> **THE TASK**: The expected output is the line with "Convert the map" followed by every remaining line of the entries, all repeated exactly.

> **DATA PROVIDED**:
_____

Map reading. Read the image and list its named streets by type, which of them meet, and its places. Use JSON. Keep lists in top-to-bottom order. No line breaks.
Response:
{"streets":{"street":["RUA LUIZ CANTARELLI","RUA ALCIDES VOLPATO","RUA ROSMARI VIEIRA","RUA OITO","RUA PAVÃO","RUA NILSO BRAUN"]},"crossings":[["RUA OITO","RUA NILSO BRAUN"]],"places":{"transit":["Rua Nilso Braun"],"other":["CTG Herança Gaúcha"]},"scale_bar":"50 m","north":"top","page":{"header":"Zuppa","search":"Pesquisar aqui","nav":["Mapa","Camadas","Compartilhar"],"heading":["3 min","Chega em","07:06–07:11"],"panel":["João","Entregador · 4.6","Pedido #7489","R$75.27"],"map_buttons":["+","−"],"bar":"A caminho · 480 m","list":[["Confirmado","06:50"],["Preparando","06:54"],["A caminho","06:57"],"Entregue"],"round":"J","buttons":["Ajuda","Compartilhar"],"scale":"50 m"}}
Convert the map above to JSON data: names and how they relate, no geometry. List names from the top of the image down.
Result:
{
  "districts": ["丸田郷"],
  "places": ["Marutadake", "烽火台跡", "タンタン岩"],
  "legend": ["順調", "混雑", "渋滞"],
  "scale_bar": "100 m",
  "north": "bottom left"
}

_____

> **EXERCISE OUTPUT**:
Convert the map above to JSON data: names and how they relate, no geometry. List names from the top of the image down.
Result:
{
  "districts": ["丸田郷"],
  "places": ["Marutadake", "烽火台跡", "タンタン岩"],
  "legend": ["順調", "混雑", "渋滞"],
  "scale_bar": "100 m",
  "north": "bottom left"
}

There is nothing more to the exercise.